Surviving the Apocalypses of Desire

Neither Poetry nor Justice

There’s a lot going on these days, isn’t there? Crisis after crisis, storm after storm. Meanwhile, like rubberneckers at a slow motion car crash, we’ve been fixated on a months-long national orgy of skank, deceit and vituperation that basically served to reconfirm an ineffectual status quo with tweaks. (Thank god that’s over. Now what?) But do we know what it all means? We’ve all got opinions; we’re all shouting them at the top of our lungs. Nobody seems willing to admit there might be a major interpretation deficit in the culture.

How do we decide on the meaning of our reality? It’s not a new dilemma. In fact it’s quite possibly coeval with the emergence of a brain that could form images of things that weren’t actually there. It could “see” animals running on an open plain inside a lightless cave. It could “see” living beings after they had died, and dead things as if they still lived. From a bone or a track it could visualize a whole creature.
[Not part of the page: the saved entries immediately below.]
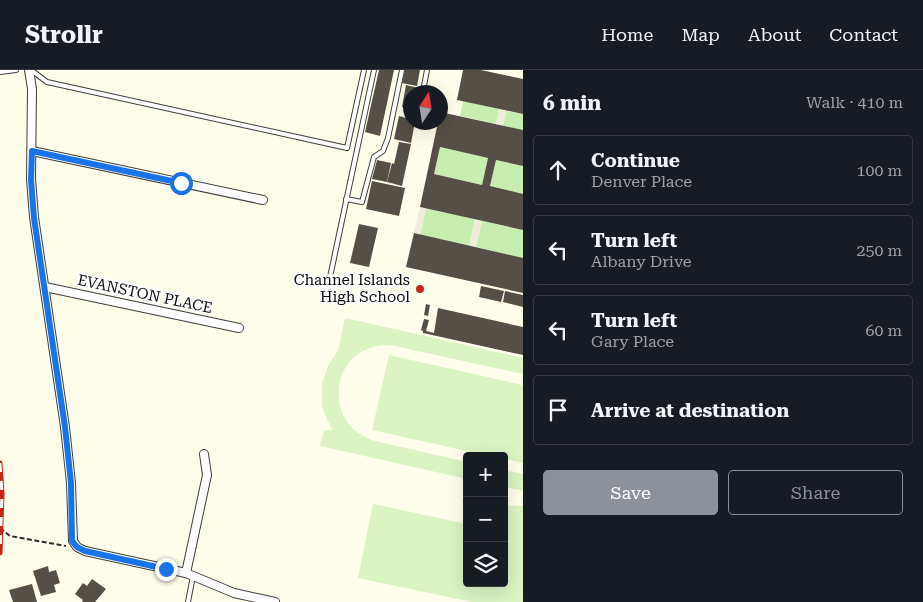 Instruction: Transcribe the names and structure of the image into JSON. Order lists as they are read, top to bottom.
{
  "streets": {
    "street": ["EVANSTON PLACE"]
  },
  "places": ["Channel Islands High School"],
  "north": "top",
  "page": {
    "header": "Strollr",
    "nav": [
      "Home",
      "Map",
      "About",
      "Contact"
    ],
    "heading": ["6 min", "Walk · 410 m"],
    "list": [
      ["Continue", "Denver Place", "100 m"],
      ["Turn left", "Albany Drive", "250 m"],
      ["Turn left", "Gary Place", "60 m"],
      "Arrive at destination"
    ],
    "map_buttons": ["+", "−"],
    "buttons": ["Save", "Share"]
  }
}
Other animals don’t need help interpreting reality. But when the brain is lighting up all the time with so many signals that can’t be dismissed or ignored, and yet much of what they convey is absent to the senses, so that even the reality of what is present becomes questionable, interpretation is required. The nascent mind might have collapsed into stupor from the psychic weight of all this information. But interpreters emerged, in our little wandering forage-groups. They were the ones who took on the full madness of reception: information streaming from both the present and absent world—and returned from their immersion in it with a vision of the meaning it had for the group.

That was a long time ago, but it kept working for us. Time took us (some of us) from shamans to prophets to poets, but they are all on a continuum. They invoke a reality larger than one time, one place, and certainly larger than one person. They invoke the whole reality of culture, with its bonds among people, to nature, across time. Their main mechanism is metaphor, which links disparate things, uniting them, taking you from the known to the unknown in a graceful leap of language or performance. We can all think this way, but our interpreters did it best.

But what about now? What about us, here today, our virtual tribes huddled around electronic campfires bathing us endlessly in data-glow? The poets have been sidelined; they are mumbling in the corners, haunting little book-lined cubicles in university basements or pretend-shouting on the crazy streets. The poets are not on TV, or getting over ten million hits on YouTube. Maybe we thought the rock stars could step in—but no, that didn’t work, because they grew rich, and they spoke only to children, who then aged, but did not grow.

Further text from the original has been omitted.